Exercise objective – A verbatim transcription of every record below is required.

---------- Material to process

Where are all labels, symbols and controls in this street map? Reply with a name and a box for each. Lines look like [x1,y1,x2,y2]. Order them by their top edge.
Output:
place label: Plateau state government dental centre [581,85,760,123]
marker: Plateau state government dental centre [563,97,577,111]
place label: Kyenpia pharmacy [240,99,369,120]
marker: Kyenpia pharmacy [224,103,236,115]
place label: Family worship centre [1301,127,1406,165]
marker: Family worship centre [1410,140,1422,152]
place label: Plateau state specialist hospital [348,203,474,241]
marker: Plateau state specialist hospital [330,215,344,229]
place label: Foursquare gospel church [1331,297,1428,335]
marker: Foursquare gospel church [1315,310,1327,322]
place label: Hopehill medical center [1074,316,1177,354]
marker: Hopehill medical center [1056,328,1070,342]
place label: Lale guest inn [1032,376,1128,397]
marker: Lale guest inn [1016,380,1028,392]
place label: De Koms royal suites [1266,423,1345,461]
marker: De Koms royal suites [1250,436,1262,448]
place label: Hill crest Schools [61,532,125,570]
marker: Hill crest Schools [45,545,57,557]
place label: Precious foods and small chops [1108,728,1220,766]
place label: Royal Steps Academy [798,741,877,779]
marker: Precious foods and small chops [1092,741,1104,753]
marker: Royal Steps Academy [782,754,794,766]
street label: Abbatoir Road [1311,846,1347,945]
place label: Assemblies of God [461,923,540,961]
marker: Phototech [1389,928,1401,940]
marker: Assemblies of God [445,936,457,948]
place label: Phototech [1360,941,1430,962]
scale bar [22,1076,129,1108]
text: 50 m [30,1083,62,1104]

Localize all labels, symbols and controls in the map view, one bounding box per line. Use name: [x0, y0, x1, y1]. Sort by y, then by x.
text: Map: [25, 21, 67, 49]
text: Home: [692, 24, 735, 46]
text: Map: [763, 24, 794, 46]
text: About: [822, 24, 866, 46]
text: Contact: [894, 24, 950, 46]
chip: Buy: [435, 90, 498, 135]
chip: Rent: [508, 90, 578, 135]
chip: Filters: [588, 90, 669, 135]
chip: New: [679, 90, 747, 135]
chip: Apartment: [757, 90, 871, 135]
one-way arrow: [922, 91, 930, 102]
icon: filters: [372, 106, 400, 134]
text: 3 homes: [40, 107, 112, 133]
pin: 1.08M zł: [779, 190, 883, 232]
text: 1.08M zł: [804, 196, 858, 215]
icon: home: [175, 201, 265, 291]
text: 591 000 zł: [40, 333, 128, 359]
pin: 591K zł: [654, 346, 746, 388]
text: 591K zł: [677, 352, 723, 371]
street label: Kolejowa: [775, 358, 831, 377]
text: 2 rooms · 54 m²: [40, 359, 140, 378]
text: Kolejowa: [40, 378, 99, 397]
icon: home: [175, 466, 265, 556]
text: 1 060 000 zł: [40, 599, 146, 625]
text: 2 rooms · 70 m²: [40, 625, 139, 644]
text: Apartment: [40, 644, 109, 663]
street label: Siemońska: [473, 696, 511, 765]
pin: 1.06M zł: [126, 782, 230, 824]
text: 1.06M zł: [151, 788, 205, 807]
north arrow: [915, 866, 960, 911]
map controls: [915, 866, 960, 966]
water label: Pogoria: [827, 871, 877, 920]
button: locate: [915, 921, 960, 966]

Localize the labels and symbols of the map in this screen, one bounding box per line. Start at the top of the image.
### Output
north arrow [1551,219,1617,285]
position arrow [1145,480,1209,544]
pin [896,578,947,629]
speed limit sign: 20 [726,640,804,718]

--------------------

Solution for this task –
Where are all labels, symbols and controls in this street map? Reply with a name and a box for each. Lines look like [x1,y1,x2,y2]. Order them by their top edge.
Output:
place label: Plateau state government dental centre [581,85,760,123]
marker: Plateau state government dental centre [563,97,577,111]
place label: Kyenpia pharmacy [240,99,369,120]
marker: Kyenpia pharmacy [224,103,236,115]
place label: Family worship centre [1301,127,1406,165]
marker: Family worship centre [1410,140,1422,152]
place label: Plateau state specialist hospital [348,203,474,241]
marker: Plateau state specialist hospital [330,215,344,229]
place label: Foursquare gospel church [1331,297,1428,335]
marker: Foursquare gospel church [1315,310,1327,322]
place label: Hopehill medical center [1074,316,1177,354]
marker: Hopehill medical center [1056,328,1070,342]
place label: Lale guest inn [1032,376,1128,397]
marker: Lale guest inn [1016,380,1028,392]
place label: De Koms royal suites [1266,423,1345,461]
marker: De Koms royal suites [1250,436,1262,448]
place label: Hill crest Schools [61,532,125,570]
marker: Hill crest Schools [45,545,57,557]
place label: Precious foods and small chops [1108,728,1220,766]
place label: Royal Steps Academy [798,741,877,779]
marker: Precious foods and small chops [1092,741,1104,753]
marker: Royal Steps Academy [782,754,794,766]
street label: Abbatoir Road [1311,846,1347,945]
place label: Assemblies of God [461,923,540,961]
marker: Phototech [1389,928,1401,940]
marker: Assemblies of God [445,936,457,948]
place label: Phototech [1360,941,1430,962]
scale bar [22,1076,129,1108]
text: 50 m [30,1083,62,1104]

Localize all labels, symbols and controls in the map view, one bounding box per line. Use name: [x0, y0, x1, y1]. Sort by y, then by x.
text: Map: [25, 21, 67, 49]
text: Home: [692, 24, 735, 46]
text: Map: [763, 24, 794, 46]
text: About: [822, 24, 866, 46]
text: Contact: [894, 24, 950, 46]
chip: Buy: [435, 90, 498, 135]
chip: Rent: [508, 90, 578, 135]
chip: Filters: [588, 90, 669, 135]
chip: New: [679, 90, 747, 135]
chip: Apartment: [757, 90, 871, 135]
one-way arrow: [922, 91, 930, 102]
icon: filters: [372, 106, 400, 134]
text: 3 homes: [40, 107, 112, 133]
pin: 1.08M zł: [779, 190, 883, 232]
text: 1.08M zł: [804, 196, 858, 215]
icon: home: [175, 201, 265, 291]
text: 591 000 zł: [40, 333, 128, 359]
pin: 591K zł: [654, 346, 746, 388]
text: 591K zł: [677, 352, 723, 371]
street label: Kolejowa: [775, 358, 831, 377]
text: 2 rooms · 54 m²: [40, 359, 140, 378]
text: Kolejowa: [40, 378, 99, 397]
icon: home: [175, 466, 265, 556]
text: 1 060 000 zł: [40, 599, 146, 625]
text: 2 rooms · 70 m²: [40, 625, 139, 644]
text: Apartment: [40, 644, 109, 663]
street label: Siemońska: [473, 696, 511, 765]
pin: 1.06M zł: [126, 782, 230, 824]
text: 1.06M zł: [151, 788, 205, 807]
north arrow: [915, 866, 960, 911]
map controls: [915, 866, 960, 966]
water label: Pogoria: [827, 871, 877, 920]
button: locate: [915, 921, 960, 966]

Localize the labels and symbols of the map in this screen, one bounding box per line. Start at the top of the image.
### Output
north arrow [1551,219,1617,285]
position arrow [1145,480,1209,544]
pin [896,578,947,629]
speed limit sign: 20 [726,640,804,718]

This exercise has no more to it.